In 2005, in response to the re-election of President George W. Bush, Rosenblum created the satirical musical revue Bush is Bad, which ran for a year and a half at New York’s Triad Theater, and spawned additional productions in Los Angeles, Minneapolis, and Charleston, SC. In its original iteration, it starred Kate Baldwin, Michael McCoy, and Neal Mayer, who each portrayed multiple figures in the Bush administration.

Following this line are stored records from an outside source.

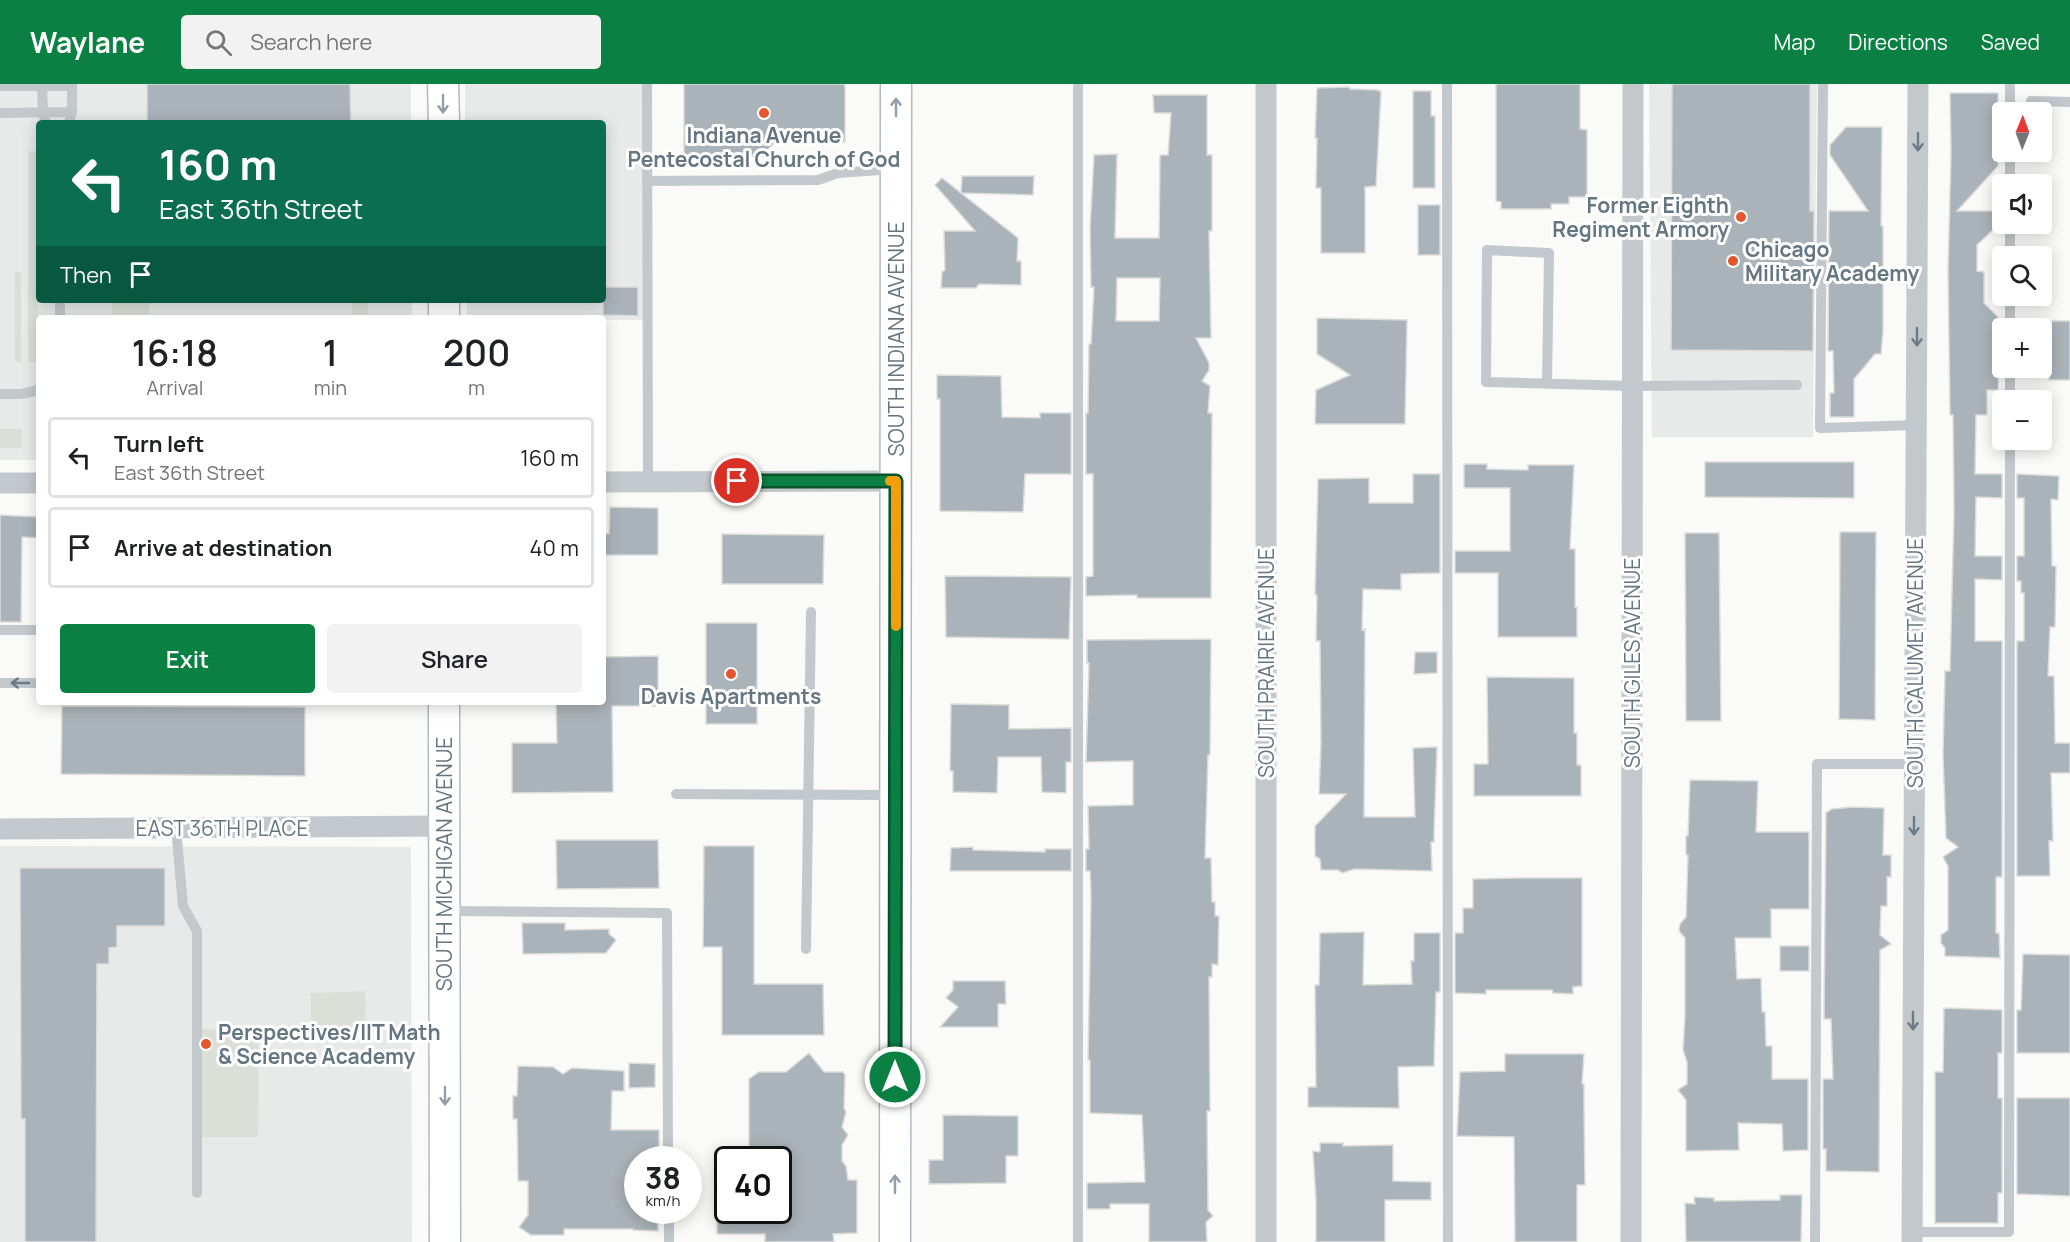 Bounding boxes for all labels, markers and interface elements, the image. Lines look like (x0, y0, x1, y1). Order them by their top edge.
search box (181, 15, 601, 69)
text: Waylane (30, 23, 145, 61)
icon: search (202, 26, 235, 59)
text: Search here (250, 27, 372, 57)
text: Map (1774, 28, 1815, 56)
text: Directions (1848, 28, 1948, 56)
text: Saved (1981, 28, 2040, 56)
one-way arrow (438, 93, 449, 113)
one-way arrow (890, 97, 902, 117)
north arrow (1992, 102, 2052, 162)
map controls (1992, 102, 2052, 450)
marker: Indiana Avenue Pentecostal Church of God (757, 106, 771, 120)
place label: Indiana Avenue Pentecostal Church of God (628, 121, 900, 173)
one-way arrow (1912, 132, 1924, 152)
text: 160 m (159, 135, 277, 193)
icon: left (60, 144, 138, 222)
button: sound (1992, 174, 2052, 234)
text: East 36th Street (159, 190, 363, 227)
place label: Former Eighth Regiment Armory (1552, 191, 1729, 243)
marker: Former Eighth Regiment Armory (1734, 210, 1748, 224)
street label: SOUTH INDIANA AVENUE (882, 221, 910, 457)
place label: Chicago Military Academy (1745, 235, 1920, 287)
button: search (1992, 246, 2052, 306)
marker: Chicago Military Academy (1726, 254, 1740, 268)
icon: arrive (124, 258, 157, 291)
text: Then (60, 260, 112, 290)
button: + (1992, 318, 2052, 378)
one-way arrow (1911, 327, 1923, 347)
text: 16:18 (132, 328, 218, 377)
text: 1 (323, 328, 338, 377)
text: 200 (443, 328, 510, 377)
text: Arrival (146, 374, 203, 401)
text: min (314, 374, 347, 401)
text: m (468, 374, 485, 401)
button: − (1992, 390, 2052, 450)
text: Turn left (114, 429, 204, 459)
icon: left (63, 441, 96, 474)
text: 160 m (520, 443, 579, 473)
pin (711, 455, 762, 506)
text: East 36th Street (114, 459, 265, 486)
icon: arrive (720, 464, 753, 497)
icon: arrive (63, 531, 96, 564)
text: Arrive at destination (114, 533, 332, 563)
text: 40 m (530, 533, 579, 563)
street label: SOUTH CALUMET AVENUE (1901, 538, 1929, 788)
street label: SOUTH PRAIRIE AVENUE (1252, 548, 1280, 778)
street label: SOUTH GILES AVENUE (1618, 558, 1646, 768)
button: Exit (60, 624, 315, 693)
button: Share (327, 624, 582, 693)
marker: Davis Apartments (724, 667, 738, 681)
one-way arrow (10, 677, 30, 689)
place label: Davis Apartments (641, 682, 821, 710)
street label: SOUTH MICHIGAN AVENUE (430, 737, 458, 991)
street label: EAST 36TH PLACE (136, 814, 308, 842)
one-way arrow (1908, 816, 1920, 836)
one-way arrow (1907, 1011, 1919, 1031)
place label: Perspectives/IIT Math & Science Academy (218, 1018, 441, 1070)
marker: Perspectives/IIT Math & Science Academy (199, 1037, 213, 1051)
position arrow (863, 1045, 927, 1109)
one-way arrow (439, 1086, 451, 1106)
speed limit sign: 40 (714, 1146, 792, 1224)
text: 38 (645, 1157, 681, 1198)
one-way arrow (889, 1174, 901, 1194)
text: km/h (646, 1190, 680, 1211)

Also along political lines, Rosenblum wrote book, music, and lyrics for Mark Felt, Superstar, which tells the story of the Watergate scandal from the perspective of "Deep Throat," the FBI official who was the secret source for journalists Bob Woodward and Carl Bernstein of the Washington Post. Mark Felt, Superstar had performances at the Triad in April 2015, and a limited run at the York Theatre in 2017. In February 2016, the Royal Central School of Speech and Drama in London presented a devised musical theater work consisting of Rosenblum's songs, entitled "Love is Not a Science". As a result, the Central School commissioned Rosenblum and Lessner to write a new musical, based on the play Stage Door by Edna Ferber and George S. Kaufman, which received its world premiere production in May 2017. In November 2021, the Central School presented the world premiere production of Rosenblum and Lessner's musical Garbo and Me, based on the life of legendary screen actress Greta Garbo.

== Concert music ==
Rosenblum has composed extensively for the concert hall, and his works can be heard on two recordings, Impetuosities and Sundry Notes, both on the Albany Records label. In 2009, Rosenblum founded The Pit Stop Players, a chamber group composed of New York freelance musicians. The group focuses on contemporary classical music, including Rosenblum’s own compositions, but also plays pieces from a wide variety of other genres, including rock, jazz, fusion, opera, and film music. The group's concerts have been critically acclaimed. A 2012 performance featured Rosenblum's original work, "A Young Person's Guide to the Pit Stop Players." The piece, an homage to Britten's similarly titled "A Young Person's Guide to the Orchestra," was narrated by actress/activist Cynthia Nixon.

== Music journalism ==
Rosenblum contributed CD and performance reviews as well as feature articles to Opera News magazine on a regular basis from 1999 through 2023. He has also written for Newsday, Stagebill, ZEALnyc, and The Charleston Post and Courier (as Overview Critic for the Spoleto Festival USA). His books include Closer Than Ever: The Unique Six-Decade Partnership of Richard Maltby, Jr. and David Shire, published by Oxford University Press, and A Very Unusual Way: Maury Yeston and His Singular Path to Broadway and Beyond, published by SUNY Press.